**About this exercise**: The lines to transcribe run from the top of the material below to the line with "0 3px,transparent 0", inclusive. Leave the pictures behind.

**Exercise data**:
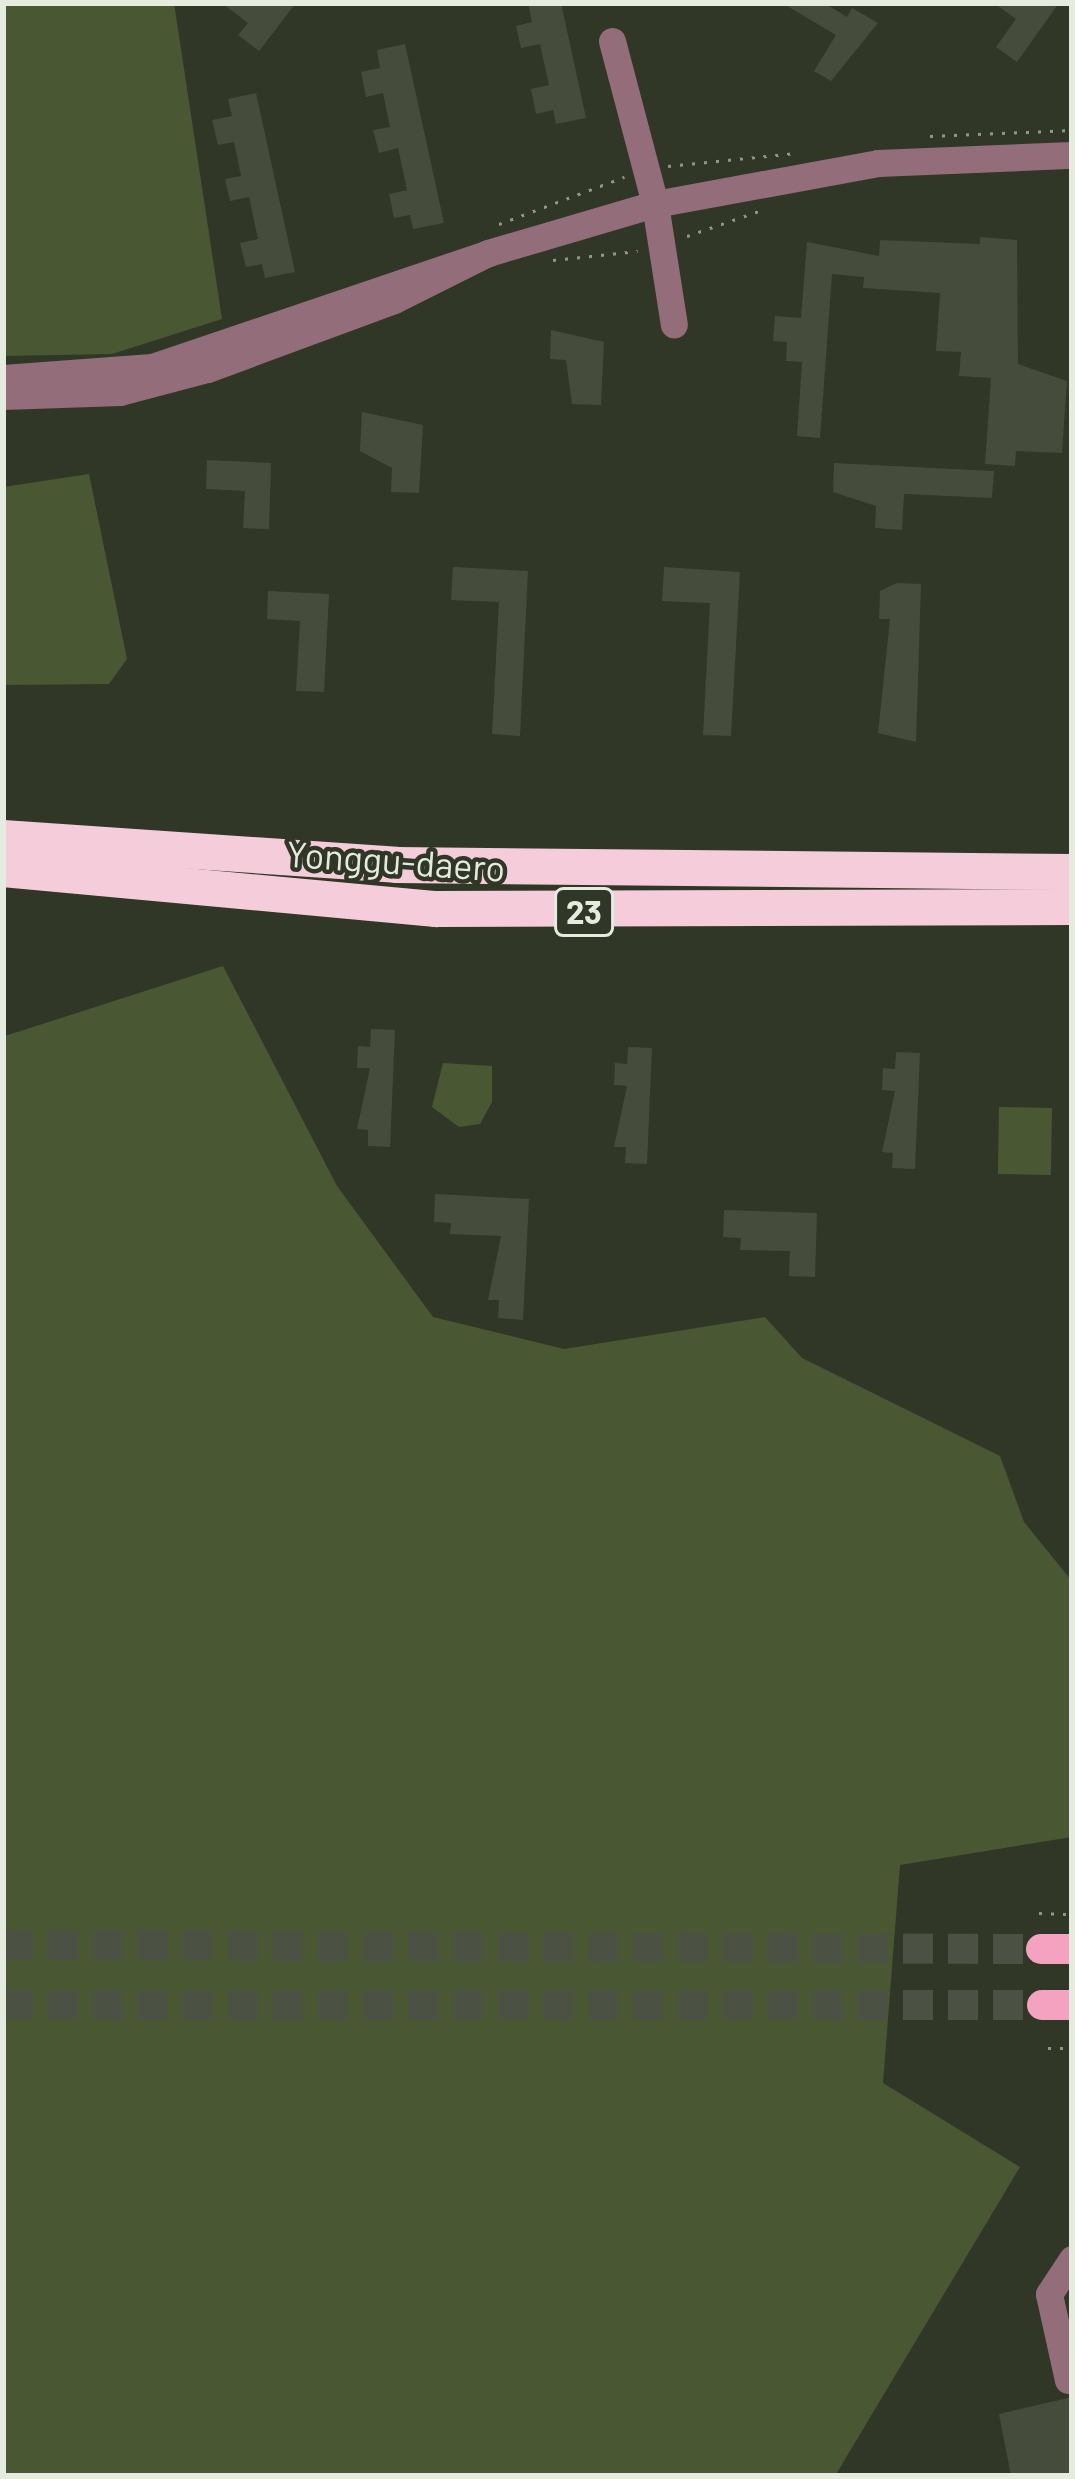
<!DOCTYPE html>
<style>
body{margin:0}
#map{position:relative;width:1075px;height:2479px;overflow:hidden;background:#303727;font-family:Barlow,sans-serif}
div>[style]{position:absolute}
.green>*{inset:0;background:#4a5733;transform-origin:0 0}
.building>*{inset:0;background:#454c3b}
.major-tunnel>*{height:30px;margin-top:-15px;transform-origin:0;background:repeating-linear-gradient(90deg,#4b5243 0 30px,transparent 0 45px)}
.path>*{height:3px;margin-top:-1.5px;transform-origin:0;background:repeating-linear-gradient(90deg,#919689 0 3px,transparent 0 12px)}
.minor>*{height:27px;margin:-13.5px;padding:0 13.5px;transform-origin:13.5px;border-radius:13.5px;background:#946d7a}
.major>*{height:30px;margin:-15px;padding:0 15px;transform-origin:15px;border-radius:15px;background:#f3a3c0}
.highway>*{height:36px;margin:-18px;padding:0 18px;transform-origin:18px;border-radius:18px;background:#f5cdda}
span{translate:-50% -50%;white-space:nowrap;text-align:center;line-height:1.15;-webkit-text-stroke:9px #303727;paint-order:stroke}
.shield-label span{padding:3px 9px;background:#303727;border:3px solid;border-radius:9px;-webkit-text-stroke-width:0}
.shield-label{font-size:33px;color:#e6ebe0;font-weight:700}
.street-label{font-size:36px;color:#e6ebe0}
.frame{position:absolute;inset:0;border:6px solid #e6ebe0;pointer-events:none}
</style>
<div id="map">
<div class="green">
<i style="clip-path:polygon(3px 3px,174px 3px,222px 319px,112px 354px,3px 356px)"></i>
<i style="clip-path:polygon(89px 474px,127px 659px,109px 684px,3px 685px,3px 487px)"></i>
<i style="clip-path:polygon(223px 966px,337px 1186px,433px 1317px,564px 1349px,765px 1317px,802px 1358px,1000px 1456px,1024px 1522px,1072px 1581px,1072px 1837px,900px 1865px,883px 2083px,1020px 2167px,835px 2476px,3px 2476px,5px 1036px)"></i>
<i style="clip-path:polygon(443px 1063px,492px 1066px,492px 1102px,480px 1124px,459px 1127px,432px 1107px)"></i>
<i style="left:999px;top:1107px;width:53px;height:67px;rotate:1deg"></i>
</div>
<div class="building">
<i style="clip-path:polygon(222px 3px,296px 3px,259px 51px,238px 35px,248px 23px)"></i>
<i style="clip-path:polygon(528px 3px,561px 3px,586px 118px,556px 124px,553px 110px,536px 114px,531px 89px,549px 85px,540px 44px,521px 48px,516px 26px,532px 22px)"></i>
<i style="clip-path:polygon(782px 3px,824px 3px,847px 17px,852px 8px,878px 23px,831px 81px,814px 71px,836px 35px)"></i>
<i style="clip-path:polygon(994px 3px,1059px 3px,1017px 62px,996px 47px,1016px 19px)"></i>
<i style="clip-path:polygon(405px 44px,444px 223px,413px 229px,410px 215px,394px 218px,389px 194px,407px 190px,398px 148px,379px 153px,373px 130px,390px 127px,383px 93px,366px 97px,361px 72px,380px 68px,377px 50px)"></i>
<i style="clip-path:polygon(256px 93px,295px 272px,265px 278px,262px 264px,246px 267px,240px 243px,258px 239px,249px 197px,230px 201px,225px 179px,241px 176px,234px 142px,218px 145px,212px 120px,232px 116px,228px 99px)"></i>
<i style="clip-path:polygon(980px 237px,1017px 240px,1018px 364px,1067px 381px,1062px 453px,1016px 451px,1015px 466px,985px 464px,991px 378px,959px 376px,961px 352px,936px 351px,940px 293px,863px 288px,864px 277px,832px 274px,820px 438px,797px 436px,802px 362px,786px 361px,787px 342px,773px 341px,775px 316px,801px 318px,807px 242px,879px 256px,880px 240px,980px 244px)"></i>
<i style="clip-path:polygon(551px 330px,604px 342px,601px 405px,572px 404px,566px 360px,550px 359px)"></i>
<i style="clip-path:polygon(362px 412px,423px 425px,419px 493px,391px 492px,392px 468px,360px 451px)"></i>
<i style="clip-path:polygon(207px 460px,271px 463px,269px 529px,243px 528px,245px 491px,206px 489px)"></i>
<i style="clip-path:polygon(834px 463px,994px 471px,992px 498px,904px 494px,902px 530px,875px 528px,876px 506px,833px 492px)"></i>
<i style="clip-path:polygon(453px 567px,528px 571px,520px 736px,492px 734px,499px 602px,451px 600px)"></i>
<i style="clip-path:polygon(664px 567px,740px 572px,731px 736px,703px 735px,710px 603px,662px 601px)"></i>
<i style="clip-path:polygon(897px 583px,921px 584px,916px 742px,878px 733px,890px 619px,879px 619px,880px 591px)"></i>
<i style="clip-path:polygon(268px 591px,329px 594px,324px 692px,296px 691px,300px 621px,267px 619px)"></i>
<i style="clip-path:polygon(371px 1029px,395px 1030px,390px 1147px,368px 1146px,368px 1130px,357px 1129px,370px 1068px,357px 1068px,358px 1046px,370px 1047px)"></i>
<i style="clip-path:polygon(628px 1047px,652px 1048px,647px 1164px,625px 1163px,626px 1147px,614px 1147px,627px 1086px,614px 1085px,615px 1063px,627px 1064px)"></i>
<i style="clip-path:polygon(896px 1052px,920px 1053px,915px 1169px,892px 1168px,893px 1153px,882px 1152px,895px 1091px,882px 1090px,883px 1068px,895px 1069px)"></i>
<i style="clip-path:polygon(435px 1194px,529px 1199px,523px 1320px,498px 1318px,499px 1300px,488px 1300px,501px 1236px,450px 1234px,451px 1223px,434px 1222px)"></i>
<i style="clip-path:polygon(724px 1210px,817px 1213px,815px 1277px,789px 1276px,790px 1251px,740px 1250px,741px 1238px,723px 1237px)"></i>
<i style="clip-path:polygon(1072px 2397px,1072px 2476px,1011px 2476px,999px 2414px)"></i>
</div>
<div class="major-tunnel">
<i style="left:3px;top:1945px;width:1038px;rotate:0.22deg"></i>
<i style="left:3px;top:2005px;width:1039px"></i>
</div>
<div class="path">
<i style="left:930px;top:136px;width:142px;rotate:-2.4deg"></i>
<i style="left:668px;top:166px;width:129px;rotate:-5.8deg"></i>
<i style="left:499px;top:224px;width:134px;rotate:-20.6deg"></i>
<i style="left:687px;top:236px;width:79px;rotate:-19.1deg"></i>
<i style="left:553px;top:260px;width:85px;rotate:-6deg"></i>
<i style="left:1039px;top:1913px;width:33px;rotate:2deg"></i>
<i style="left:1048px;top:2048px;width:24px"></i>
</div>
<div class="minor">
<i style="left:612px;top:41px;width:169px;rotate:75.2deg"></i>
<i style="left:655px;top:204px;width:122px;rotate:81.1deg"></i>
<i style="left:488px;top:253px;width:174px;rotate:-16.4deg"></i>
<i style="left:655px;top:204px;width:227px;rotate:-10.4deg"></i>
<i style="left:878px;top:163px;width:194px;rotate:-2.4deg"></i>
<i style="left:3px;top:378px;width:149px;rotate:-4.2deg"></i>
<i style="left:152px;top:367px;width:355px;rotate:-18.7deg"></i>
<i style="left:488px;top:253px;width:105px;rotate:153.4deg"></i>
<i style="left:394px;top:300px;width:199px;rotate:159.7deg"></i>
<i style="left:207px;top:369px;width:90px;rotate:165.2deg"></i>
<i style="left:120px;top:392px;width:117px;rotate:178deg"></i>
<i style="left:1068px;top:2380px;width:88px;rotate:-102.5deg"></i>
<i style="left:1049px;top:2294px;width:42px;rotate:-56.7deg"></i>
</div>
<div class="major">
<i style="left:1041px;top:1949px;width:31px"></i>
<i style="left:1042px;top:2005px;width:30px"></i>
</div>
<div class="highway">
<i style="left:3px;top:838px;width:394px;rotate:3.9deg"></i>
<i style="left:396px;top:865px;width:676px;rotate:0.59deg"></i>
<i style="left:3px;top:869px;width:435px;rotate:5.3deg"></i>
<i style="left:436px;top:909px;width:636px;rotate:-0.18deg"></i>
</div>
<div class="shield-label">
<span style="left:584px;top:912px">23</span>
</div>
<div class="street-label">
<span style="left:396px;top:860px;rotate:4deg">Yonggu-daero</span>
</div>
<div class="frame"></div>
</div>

**Reply**:
<!DOCTYPE html>
<style>
body{margin:0}
#map{position:relative;width:1075px;height:2479px;overflow:hidden;background:#303727;font-family:Barlow,sans-serif}
div>[style]{position:absolute}
.green>*{inset:0;background:#4a5733;transform-origin:0 0}
.building>*{inset:0;background:#454c3b}
.major-tunnel>*{height:30px;margin-top:-15px;transform-origin:0;background:repeating-linear-gradient(90deg,#4b5243 0 30px,transparent 0 45px)}
.path>*{height:3px;margin-top:-1.5px;transform-origin:0;background:repeating-linear-gradient(90deg,#919689 0 3px,transparent 0 12px)}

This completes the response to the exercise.